Required action ▸ If a line of the data below contains the string "align", copy it into your answer.
----- Information provided -----
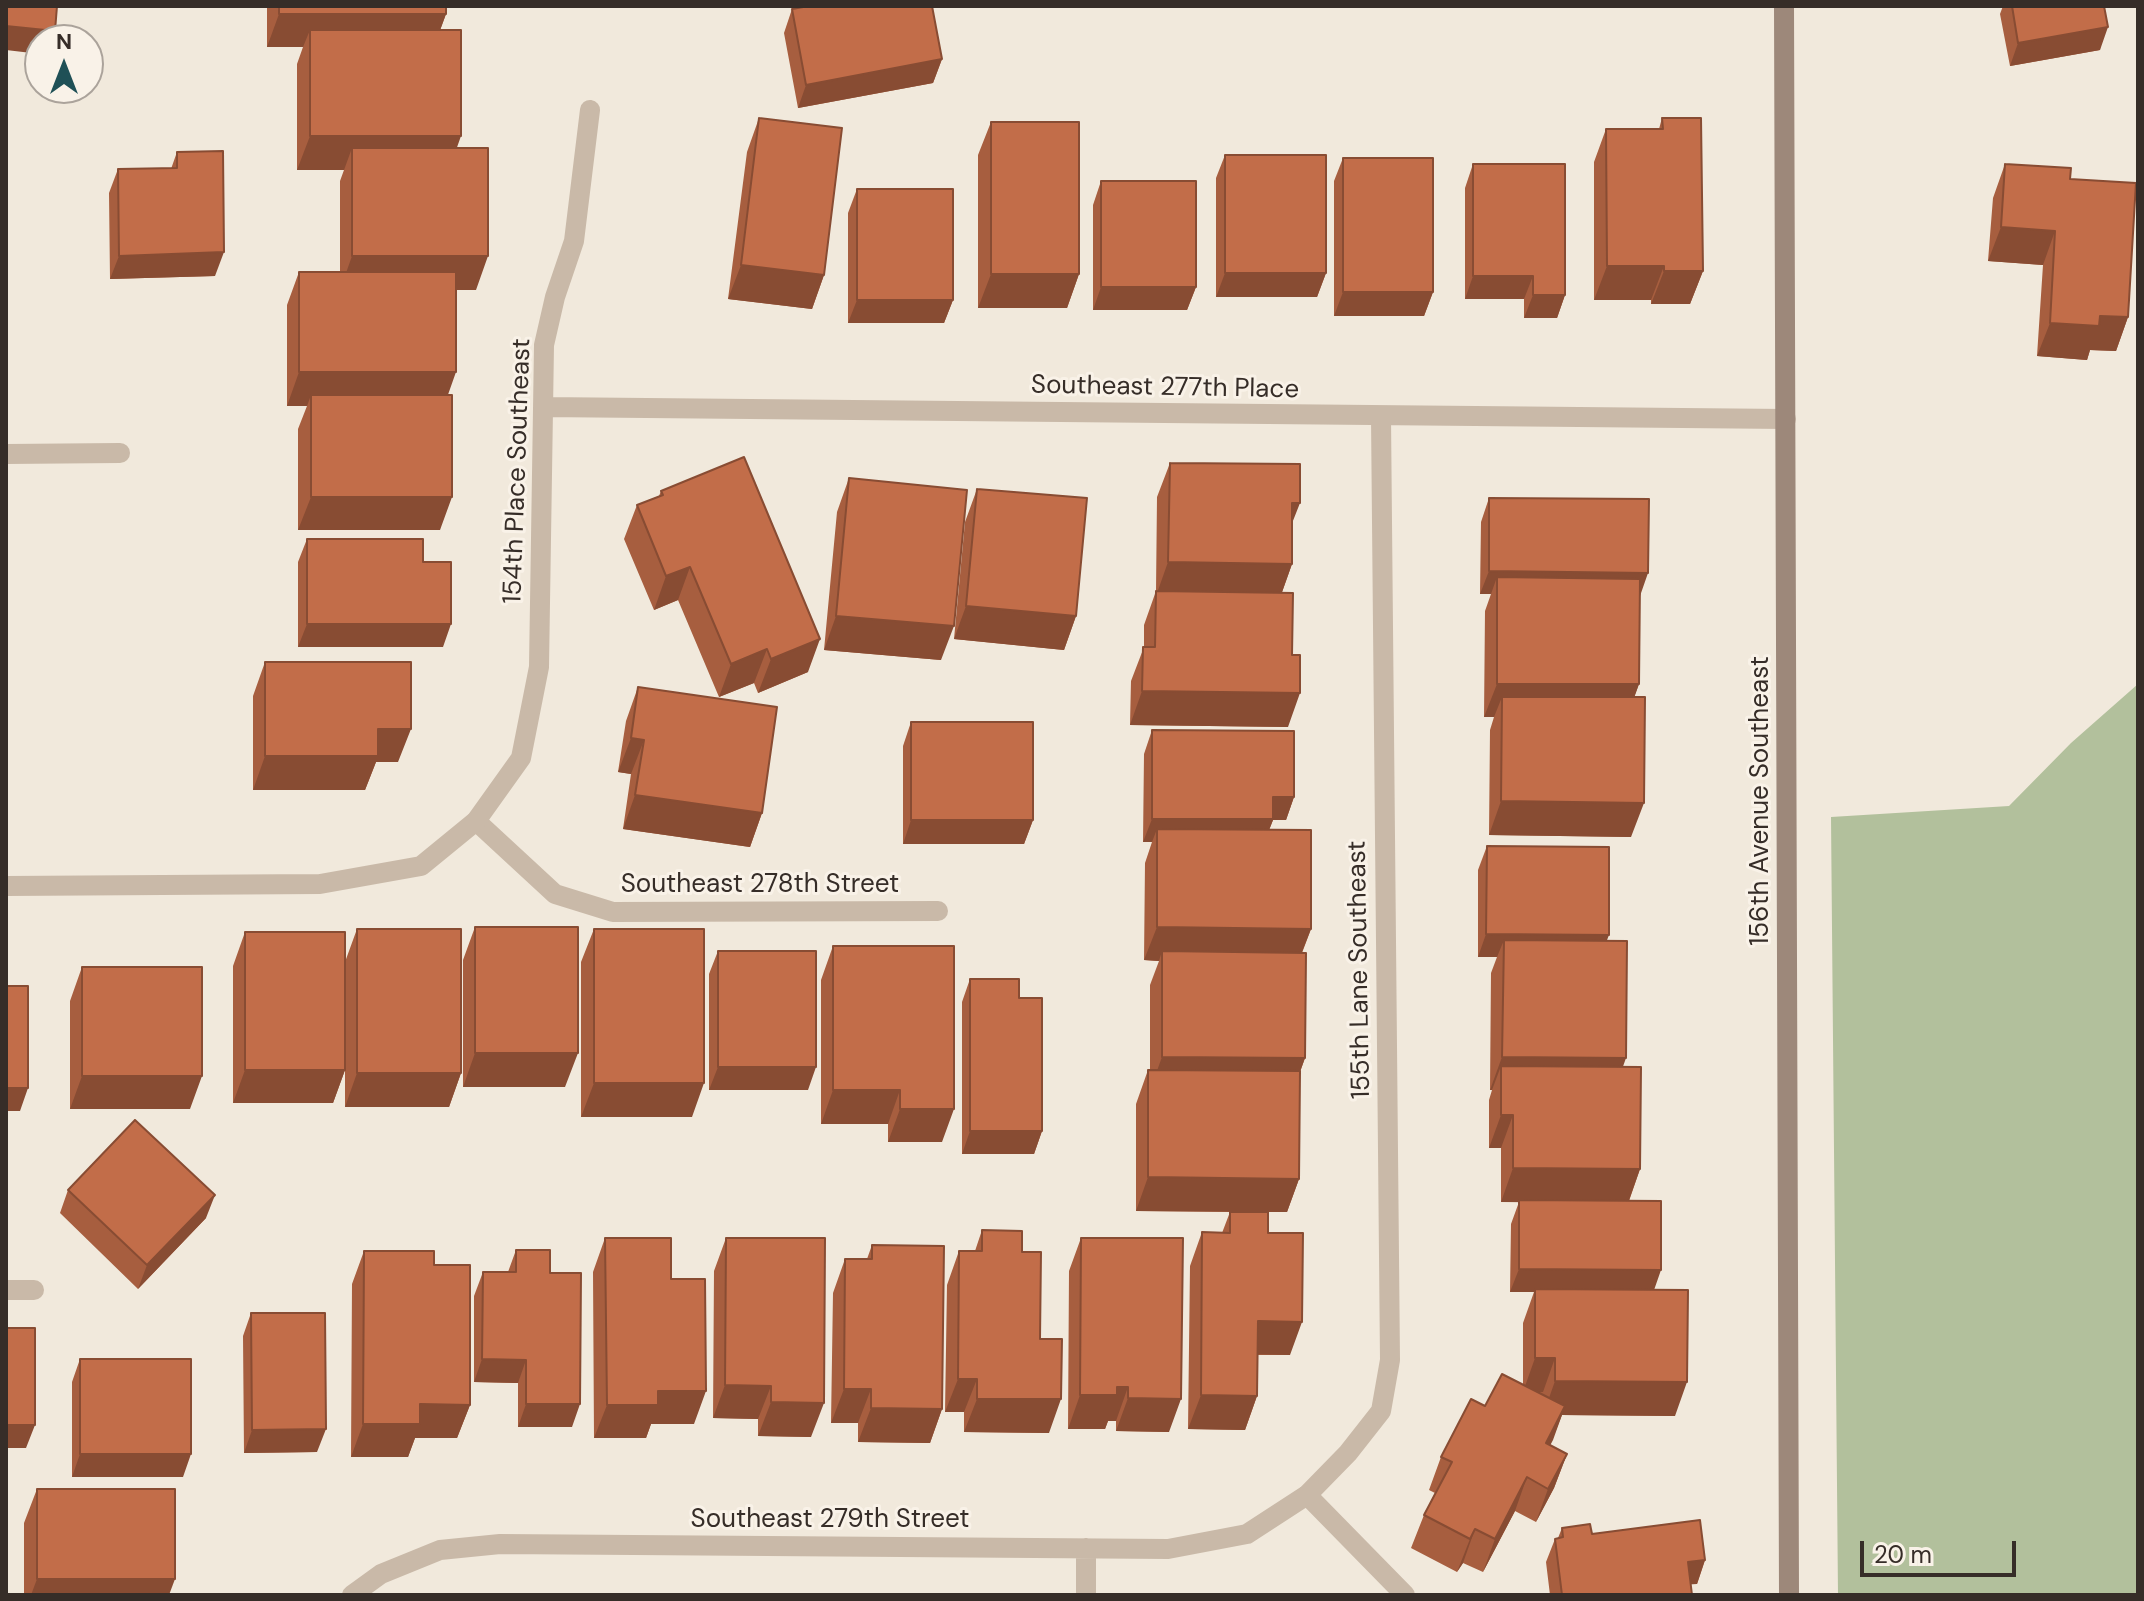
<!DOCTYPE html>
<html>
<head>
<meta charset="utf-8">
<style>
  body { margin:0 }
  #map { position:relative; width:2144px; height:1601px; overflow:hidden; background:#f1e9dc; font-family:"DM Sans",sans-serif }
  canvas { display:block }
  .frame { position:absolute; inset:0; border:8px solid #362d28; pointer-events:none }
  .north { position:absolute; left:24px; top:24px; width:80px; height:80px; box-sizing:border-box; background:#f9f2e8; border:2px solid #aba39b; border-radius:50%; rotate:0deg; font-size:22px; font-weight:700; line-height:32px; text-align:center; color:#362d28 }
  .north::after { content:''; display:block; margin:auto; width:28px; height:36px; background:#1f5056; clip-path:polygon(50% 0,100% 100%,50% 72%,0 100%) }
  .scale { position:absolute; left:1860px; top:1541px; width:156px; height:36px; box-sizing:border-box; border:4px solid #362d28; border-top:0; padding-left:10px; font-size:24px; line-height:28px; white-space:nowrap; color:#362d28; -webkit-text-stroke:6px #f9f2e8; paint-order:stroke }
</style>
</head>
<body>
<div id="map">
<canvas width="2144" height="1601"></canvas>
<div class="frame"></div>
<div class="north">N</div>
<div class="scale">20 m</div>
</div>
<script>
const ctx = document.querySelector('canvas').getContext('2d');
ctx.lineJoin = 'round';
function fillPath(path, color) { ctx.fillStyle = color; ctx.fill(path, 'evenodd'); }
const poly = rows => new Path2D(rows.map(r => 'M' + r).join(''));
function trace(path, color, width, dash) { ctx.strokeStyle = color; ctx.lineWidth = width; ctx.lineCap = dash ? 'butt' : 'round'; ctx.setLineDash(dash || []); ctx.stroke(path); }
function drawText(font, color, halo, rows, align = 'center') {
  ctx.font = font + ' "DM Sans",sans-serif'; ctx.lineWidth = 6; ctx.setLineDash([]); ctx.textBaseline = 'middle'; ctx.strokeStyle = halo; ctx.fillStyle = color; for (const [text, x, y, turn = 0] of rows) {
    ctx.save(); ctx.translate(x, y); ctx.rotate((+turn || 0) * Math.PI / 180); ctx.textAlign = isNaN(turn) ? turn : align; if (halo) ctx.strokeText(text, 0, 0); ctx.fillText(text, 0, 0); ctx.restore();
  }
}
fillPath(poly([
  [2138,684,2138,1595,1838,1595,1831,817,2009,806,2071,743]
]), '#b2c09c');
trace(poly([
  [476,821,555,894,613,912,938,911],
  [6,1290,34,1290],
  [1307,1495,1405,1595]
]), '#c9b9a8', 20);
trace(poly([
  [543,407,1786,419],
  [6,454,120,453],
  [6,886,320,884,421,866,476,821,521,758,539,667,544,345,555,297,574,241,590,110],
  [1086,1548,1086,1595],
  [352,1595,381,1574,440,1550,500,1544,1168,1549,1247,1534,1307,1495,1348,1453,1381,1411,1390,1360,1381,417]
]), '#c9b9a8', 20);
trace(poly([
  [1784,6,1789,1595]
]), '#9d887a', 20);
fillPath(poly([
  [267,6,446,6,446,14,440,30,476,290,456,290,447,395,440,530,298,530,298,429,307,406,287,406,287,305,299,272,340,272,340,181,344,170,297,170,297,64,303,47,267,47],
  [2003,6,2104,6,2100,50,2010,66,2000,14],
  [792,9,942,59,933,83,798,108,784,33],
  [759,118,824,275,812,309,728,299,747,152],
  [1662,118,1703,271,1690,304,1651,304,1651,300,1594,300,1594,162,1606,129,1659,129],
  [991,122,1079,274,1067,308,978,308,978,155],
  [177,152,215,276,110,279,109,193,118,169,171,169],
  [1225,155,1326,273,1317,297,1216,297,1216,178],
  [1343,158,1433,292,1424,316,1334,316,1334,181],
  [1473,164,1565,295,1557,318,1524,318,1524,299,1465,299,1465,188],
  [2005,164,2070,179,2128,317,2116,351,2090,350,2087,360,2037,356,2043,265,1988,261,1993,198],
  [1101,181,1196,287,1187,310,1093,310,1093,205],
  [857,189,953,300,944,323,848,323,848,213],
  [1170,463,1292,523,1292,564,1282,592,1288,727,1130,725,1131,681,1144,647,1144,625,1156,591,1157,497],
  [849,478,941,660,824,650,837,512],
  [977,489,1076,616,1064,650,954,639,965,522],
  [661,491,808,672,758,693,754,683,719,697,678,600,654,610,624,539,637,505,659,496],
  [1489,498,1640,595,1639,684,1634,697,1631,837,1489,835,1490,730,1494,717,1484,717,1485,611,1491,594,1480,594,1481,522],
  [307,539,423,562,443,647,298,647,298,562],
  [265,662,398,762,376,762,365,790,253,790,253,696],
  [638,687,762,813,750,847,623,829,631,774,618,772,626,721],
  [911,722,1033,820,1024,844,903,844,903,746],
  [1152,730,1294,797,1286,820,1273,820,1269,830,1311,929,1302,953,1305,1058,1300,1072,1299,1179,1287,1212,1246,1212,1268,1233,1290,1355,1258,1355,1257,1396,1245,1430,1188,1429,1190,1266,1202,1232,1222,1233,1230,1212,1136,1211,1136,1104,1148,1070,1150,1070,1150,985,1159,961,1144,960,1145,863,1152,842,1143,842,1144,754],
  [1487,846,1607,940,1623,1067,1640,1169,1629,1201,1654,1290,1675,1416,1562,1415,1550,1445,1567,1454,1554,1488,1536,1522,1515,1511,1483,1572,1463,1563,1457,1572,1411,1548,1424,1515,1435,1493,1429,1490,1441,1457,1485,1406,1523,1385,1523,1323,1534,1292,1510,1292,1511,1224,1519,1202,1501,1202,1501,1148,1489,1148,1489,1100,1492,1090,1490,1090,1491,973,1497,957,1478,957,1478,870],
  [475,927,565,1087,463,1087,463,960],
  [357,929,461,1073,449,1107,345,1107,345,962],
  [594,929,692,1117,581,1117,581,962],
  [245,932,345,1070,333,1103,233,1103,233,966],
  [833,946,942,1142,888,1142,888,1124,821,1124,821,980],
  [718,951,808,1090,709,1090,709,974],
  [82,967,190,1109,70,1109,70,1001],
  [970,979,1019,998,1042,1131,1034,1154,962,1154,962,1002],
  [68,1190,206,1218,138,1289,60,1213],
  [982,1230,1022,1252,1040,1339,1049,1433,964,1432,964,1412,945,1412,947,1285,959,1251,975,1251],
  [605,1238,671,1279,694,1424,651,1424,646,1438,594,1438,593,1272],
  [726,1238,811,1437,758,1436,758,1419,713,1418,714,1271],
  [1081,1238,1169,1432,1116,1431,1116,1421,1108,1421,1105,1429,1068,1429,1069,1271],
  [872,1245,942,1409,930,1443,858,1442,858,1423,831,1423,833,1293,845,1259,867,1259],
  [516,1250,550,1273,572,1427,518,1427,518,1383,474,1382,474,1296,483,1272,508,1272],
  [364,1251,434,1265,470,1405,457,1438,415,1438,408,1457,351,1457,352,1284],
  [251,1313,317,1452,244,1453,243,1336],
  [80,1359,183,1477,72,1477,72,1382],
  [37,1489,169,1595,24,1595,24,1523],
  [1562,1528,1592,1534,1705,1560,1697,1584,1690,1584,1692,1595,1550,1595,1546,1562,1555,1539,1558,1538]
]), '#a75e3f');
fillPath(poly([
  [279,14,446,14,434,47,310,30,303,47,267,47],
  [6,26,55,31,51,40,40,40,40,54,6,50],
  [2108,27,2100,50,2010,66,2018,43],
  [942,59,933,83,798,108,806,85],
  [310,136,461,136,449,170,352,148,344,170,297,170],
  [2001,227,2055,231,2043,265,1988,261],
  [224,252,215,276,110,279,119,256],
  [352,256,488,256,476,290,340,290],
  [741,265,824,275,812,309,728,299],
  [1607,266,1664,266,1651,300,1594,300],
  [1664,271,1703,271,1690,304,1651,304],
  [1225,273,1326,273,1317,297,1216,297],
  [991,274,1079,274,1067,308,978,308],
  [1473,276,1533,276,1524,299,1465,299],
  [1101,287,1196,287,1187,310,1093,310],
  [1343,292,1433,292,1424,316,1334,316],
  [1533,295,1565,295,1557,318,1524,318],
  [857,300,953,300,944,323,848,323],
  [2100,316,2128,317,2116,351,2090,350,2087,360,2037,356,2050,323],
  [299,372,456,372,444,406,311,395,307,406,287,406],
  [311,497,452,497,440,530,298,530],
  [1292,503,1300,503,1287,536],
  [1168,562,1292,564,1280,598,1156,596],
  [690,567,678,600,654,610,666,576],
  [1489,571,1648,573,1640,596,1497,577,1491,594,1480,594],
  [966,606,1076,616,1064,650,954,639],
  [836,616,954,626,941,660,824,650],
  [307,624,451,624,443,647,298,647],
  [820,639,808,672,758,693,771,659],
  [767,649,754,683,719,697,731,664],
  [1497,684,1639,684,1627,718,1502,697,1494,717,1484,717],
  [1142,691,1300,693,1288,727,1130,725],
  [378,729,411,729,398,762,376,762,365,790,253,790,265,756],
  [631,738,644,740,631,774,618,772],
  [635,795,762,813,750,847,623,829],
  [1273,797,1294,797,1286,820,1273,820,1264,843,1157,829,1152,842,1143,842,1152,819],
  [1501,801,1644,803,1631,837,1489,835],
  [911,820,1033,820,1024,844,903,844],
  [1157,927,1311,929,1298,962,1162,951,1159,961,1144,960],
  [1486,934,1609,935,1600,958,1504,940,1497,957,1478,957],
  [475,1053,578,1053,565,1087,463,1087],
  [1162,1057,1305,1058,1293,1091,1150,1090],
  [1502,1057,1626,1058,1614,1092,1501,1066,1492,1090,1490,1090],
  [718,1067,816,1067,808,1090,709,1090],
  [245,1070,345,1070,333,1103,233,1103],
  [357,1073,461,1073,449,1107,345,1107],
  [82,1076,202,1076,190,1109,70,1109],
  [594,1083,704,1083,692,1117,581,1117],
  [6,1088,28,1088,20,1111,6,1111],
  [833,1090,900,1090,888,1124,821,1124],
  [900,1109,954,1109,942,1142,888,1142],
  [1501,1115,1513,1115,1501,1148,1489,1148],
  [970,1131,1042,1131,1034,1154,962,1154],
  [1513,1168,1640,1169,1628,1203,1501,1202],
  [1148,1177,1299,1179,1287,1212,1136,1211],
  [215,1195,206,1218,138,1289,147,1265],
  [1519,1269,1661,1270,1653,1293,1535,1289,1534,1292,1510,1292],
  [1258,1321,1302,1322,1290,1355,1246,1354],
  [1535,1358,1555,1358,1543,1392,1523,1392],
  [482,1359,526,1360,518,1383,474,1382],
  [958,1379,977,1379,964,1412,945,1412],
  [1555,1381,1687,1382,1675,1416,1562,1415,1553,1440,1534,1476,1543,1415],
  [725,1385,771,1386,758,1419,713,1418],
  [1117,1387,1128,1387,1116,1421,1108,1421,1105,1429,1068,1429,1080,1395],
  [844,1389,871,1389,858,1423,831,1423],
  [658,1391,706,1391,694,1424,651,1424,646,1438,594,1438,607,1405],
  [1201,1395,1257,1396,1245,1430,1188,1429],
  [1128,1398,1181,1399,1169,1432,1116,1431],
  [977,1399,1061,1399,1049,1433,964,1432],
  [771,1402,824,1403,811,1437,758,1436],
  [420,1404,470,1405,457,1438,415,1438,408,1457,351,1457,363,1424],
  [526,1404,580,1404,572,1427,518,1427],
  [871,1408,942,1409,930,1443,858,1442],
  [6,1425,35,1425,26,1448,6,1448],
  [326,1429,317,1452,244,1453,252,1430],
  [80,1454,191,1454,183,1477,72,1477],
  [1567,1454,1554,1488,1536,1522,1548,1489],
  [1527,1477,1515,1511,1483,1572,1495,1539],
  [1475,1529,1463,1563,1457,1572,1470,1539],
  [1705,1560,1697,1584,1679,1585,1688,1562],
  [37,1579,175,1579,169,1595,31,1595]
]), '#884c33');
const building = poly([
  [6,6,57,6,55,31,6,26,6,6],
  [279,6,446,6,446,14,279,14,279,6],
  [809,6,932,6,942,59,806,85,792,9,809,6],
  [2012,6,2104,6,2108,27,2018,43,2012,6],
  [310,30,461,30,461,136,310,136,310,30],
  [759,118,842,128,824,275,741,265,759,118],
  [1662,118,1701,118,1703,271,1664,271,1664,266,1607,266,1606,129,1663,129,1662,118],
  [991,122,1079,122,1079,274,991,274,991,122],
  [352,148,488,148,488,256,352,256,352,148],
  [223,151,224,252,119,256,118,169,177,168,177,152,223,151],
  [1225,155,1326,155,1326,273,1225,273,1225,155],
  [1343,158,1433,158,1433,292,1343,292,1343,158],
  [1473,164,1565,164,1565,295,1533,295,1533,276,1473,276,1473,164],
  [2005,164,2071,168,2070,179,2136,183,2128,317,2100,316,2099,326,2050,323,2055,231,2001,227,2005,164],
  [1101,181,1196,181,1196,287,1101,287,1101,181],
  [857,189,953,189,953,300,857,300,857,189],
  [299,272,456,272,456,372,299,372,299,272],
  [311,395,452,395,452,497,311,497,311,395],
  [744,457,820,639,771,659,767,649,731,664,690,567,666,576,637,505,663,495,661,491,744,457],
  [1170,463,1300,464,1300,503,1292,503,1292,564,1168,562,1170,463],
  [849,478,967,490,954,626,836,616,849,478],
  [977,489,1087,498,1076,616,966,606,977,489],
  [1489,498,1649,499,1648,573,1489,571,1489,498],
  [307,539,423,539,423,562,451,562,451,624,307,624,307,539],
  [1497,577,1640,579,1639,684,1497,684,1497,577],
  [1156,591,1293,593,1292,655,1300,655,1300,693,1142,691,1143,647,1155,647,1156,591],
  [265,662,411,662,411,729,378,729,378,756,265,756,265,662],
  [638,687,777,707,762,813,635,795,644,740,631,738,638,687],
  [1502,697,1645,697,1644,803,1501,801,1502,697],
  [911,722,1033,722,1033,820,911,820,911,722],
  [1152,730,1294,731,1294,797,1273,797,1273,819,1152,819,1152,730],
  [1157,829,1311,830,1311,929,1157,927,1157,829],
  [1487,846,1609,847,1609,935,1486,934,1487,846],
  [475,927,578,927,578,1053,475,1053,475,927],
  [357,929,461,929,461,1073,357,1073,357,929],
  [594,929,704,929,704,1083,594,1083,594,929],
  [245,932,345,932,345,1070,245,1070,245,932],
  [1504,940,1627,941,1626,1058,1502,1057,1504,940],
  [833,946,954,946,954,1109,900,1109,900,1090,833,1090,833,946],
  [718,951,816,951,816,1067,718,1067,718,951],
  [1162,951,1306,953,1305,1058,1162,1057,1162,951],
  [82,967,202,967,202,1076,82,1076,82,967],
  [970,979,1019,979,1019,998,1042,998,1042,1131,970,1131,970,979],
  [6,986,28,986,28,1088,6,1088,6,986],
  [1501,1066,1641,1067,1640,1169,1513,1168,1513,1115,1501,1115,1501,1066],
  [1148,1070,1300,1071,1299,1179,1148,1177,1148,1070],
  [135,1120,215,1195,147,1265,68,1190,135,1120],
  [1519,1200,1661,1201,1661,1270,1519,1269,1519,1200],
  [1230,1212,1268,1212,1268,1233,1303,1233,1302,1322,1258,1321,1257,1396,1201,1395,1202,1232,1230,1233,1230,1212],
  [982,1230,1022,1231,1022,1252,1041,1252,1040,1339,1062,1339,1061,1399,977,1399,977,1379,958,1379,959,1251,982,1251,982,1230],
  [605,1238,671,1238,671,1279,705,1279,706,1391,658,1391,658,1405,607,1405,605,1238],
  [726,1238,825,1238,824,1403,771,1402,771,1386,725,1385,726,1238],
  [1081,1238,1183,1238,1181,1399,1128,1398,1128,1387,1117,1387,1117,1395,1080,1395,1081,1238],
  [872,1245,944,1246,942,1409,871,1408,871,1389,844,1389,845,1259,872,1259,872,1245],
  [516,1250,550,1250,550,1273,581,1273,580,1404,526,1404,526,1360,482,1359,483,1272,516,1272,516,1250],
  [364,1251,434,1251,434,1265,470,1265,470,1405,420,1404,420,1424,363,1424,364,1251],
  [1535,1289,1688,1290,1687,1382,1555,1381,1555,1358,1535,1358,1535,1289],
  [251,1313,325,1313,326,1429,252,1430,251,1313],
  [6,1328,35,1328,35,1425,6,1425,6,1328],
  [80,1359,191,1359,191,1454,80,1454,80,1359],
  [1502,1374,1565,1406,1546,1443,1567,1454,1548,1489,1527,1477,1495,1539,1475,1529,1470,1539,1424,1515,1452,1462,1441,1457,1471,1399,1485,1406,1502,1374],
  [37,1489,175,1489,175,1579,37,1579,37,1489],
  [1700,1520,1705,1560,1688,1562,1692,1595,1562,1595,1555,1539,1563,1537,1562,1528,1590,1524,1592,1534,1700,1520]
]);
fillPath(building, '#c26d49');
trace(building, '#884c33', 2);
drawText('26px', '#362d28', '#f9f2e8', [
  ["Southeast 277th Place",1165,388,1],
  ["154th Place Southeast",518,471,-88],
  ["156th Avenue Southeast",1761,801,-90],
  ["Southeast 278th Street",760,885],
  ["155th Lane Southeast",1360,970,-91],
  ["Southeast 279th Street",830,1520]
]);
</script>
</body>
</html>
-----
Exercise response ▸
  .north { position:absolute; left:24px; top:24px; width:80px; height:80px; box-sizing:border-box; background:#f9f2e8; border:2px solid #aba39b; border-radius:50%; rotate:0deg; font-size:22px; font-weight:700; line-height:32px; text-align:center; color:#362d28 }
function drawText(font, color, halo, rows, align = 'center') {
    ctx.save(); ctx.translate(x, y); ctx.rotate((+turn || 0) * Math.PI / 180); ctx.textAlign = isNaN(turn) ? turn : align; if (halo) ctx.strokeText(text, 0, 0); ctx.fillText(text, 0, 0); ctx.restore();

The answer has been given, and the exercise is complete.